== Provided material ==
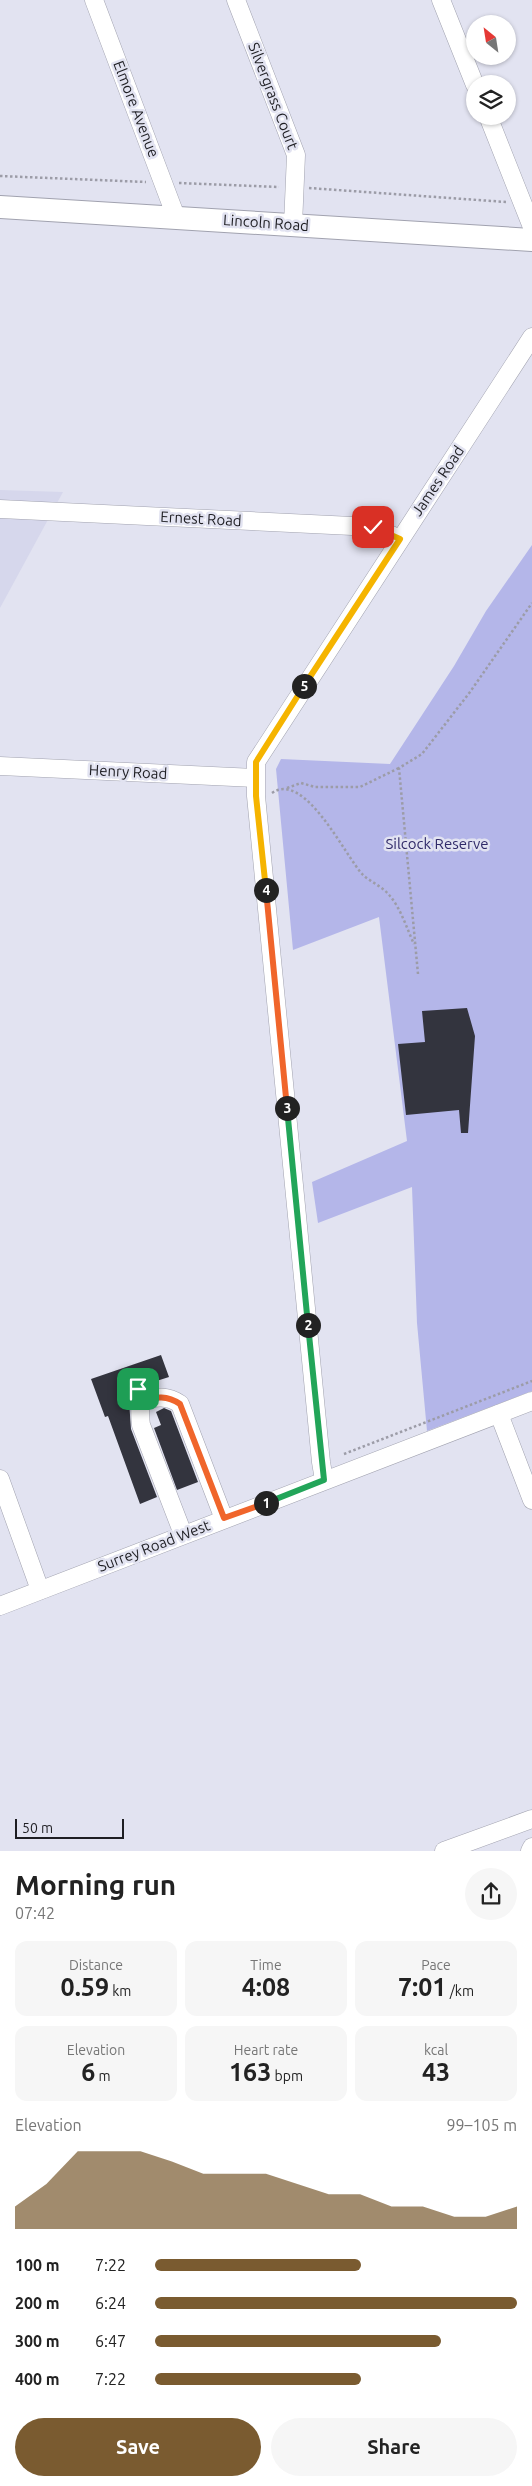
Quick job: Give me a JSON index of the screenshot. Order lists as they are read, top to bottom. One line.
{"streets":{"main road":["Lincoln Road"],"street":["Silvergrass Court","Elmore Avenue","James Road","Ernest Road","Henry Road","Surrey Road West"]},"crossings":[["Silvergrass Court","Lincoln Road"],["Elmore Avenue","Lincoln Road"],["James Road","Ernest Road"],["James Road","Henry Road"],["James Road","Surrey Road West"]],"parks":["Silcock Reserve"],"scale_bar":"50 m","north":"top left","page":{"pins":["5","4","3","2","1"],"scale":"50 m","heading":["Morning run","07:42"],"stats":[["Distance","0.59 km"],["Time","4:08"],["Pace","7:01 /km"],["Elevation","6 m"],["Heart rate","163 bpm"],["kcal","43"]],"chart":["Elevation","99–105 m"],"list":[{"name":"100 m","note":"7:22"},{"name":"200 m","note":"6:24"},{"name":"300 m","note":"6:47"},{"name":"400 m","note":"7:22"}],"buttons":["Save","Share"]}}
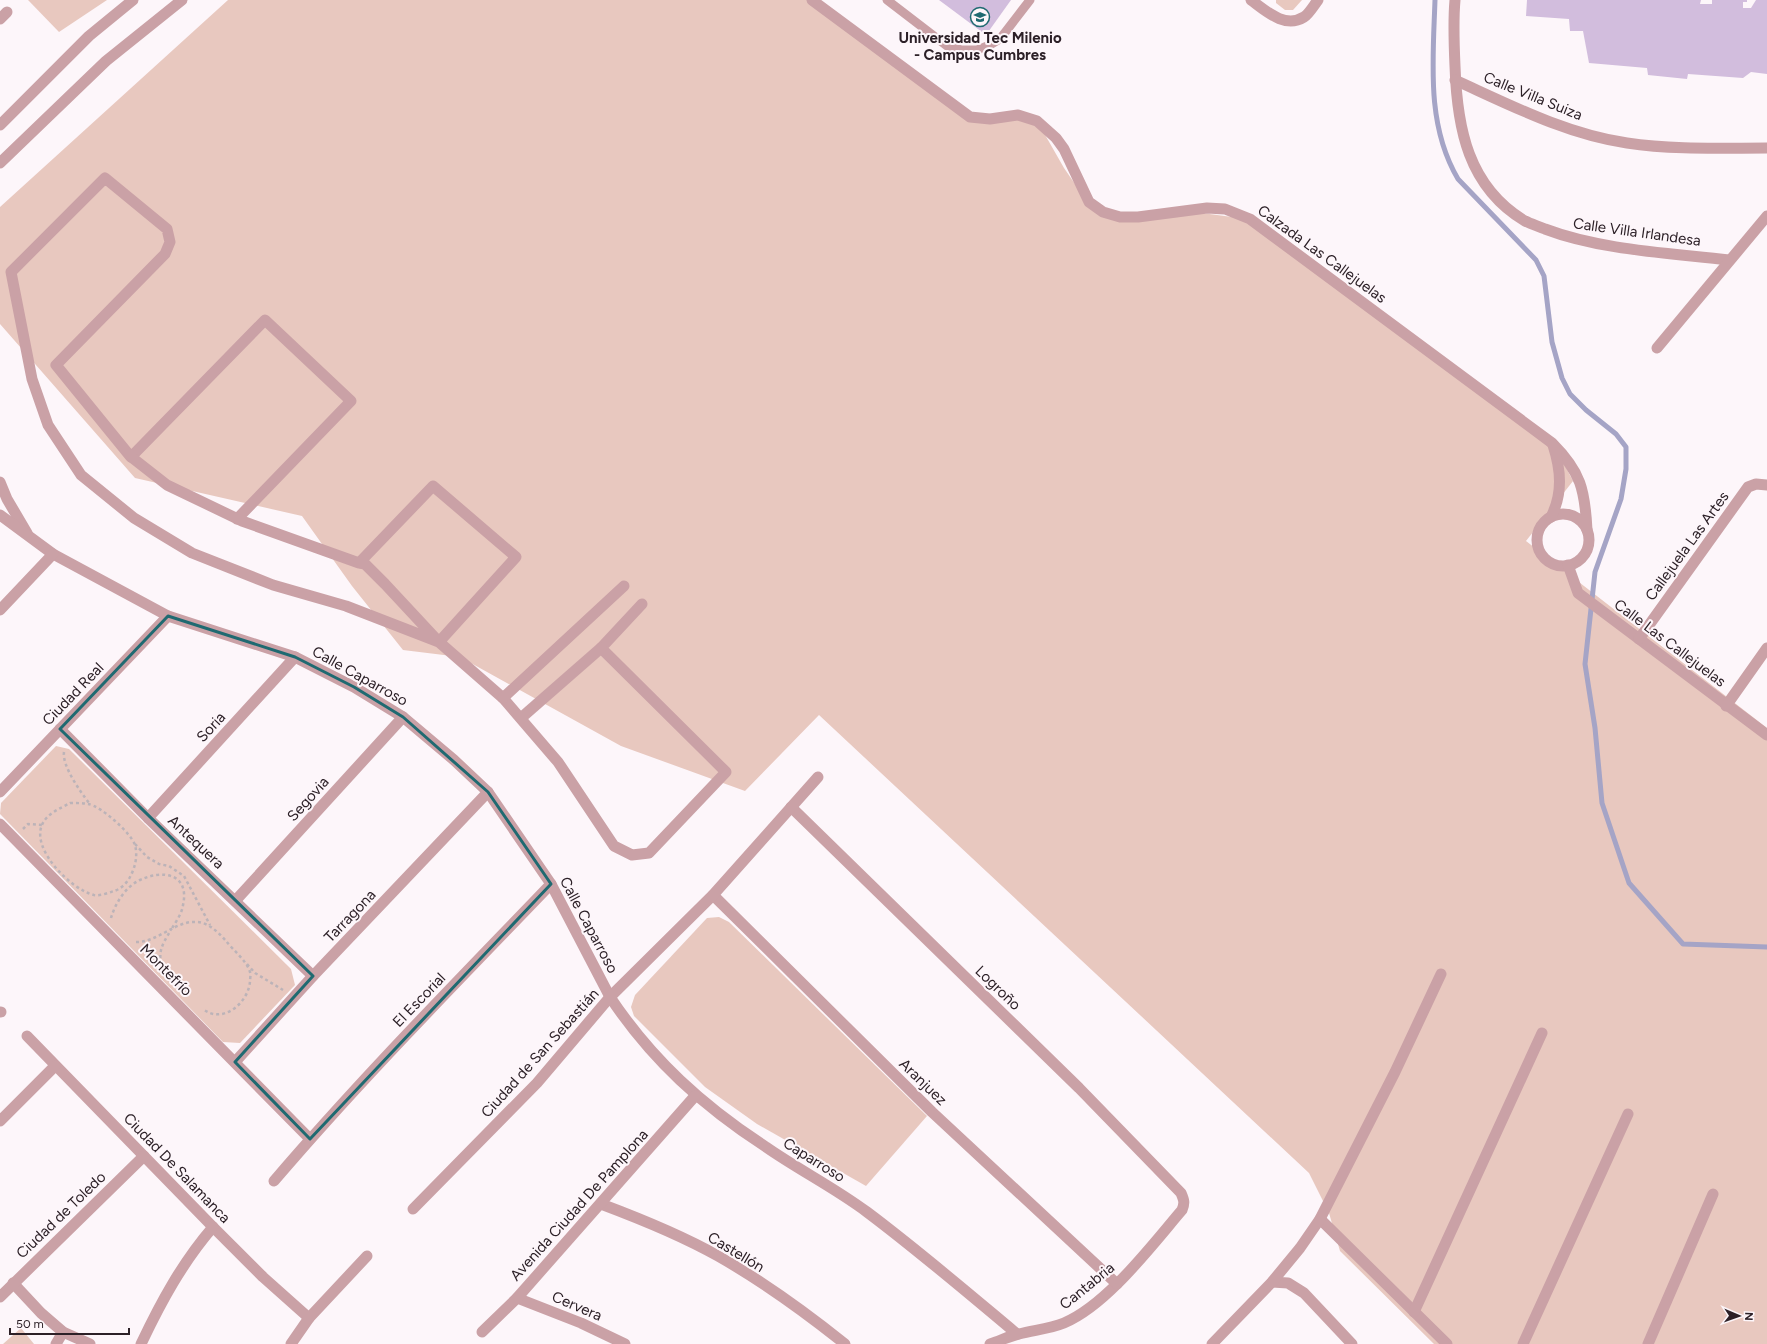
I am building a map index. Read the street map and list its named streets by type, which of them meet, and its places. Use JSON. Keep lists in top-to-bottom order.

== Assigned task ==
The expected output is the full material above, unaltered, with pictures removed.

== Output for this task ==
Quick job: Give me a JSON index of the screenshot. Order lists as they are read, top to bottom. One line.
{"streets":{"main road":["Lincoln Road"],"street":["Silvergrass Court","Elmore Avenue","James Road","Ernest Road","Henry Road","Surrey Road West"]},"crossings":[["Silvergrass Court","Lincoln Road"],["Elmore Avenue","Lincoln Road"],["James Road","Ernest Road"],["James Road","Henry Road"],["James Road","Surrey Road West"]],"parks":["Silcock Reserve"],"scale_bar":"50 m","north":"top left","page":{"pins":["5","4","3","2","1"],"scale":"50 m","heading":["Morning run","07:42"],"stats":[["Distance","0.59 km"],["Time","4:08"],["Pace","7:01 /km"],["Elevation","6 m"],["Heart rate","163 bpm"],["kcal","43"]],"chart":["Elevation","99–105 m"],"list":[{"name":"100 m","note":"7:22"},{"name":"200 m","note":"6:24"},{"name":"300 m","note":"6:47"},{"name":"400 m","note":"7:22"}],"buttons":["Save","Share"]}}
I am building a map index. Read the street map and list its named streets by type, which of them meet, and its places. Use JSON. Keep lists in top-to-bottom order.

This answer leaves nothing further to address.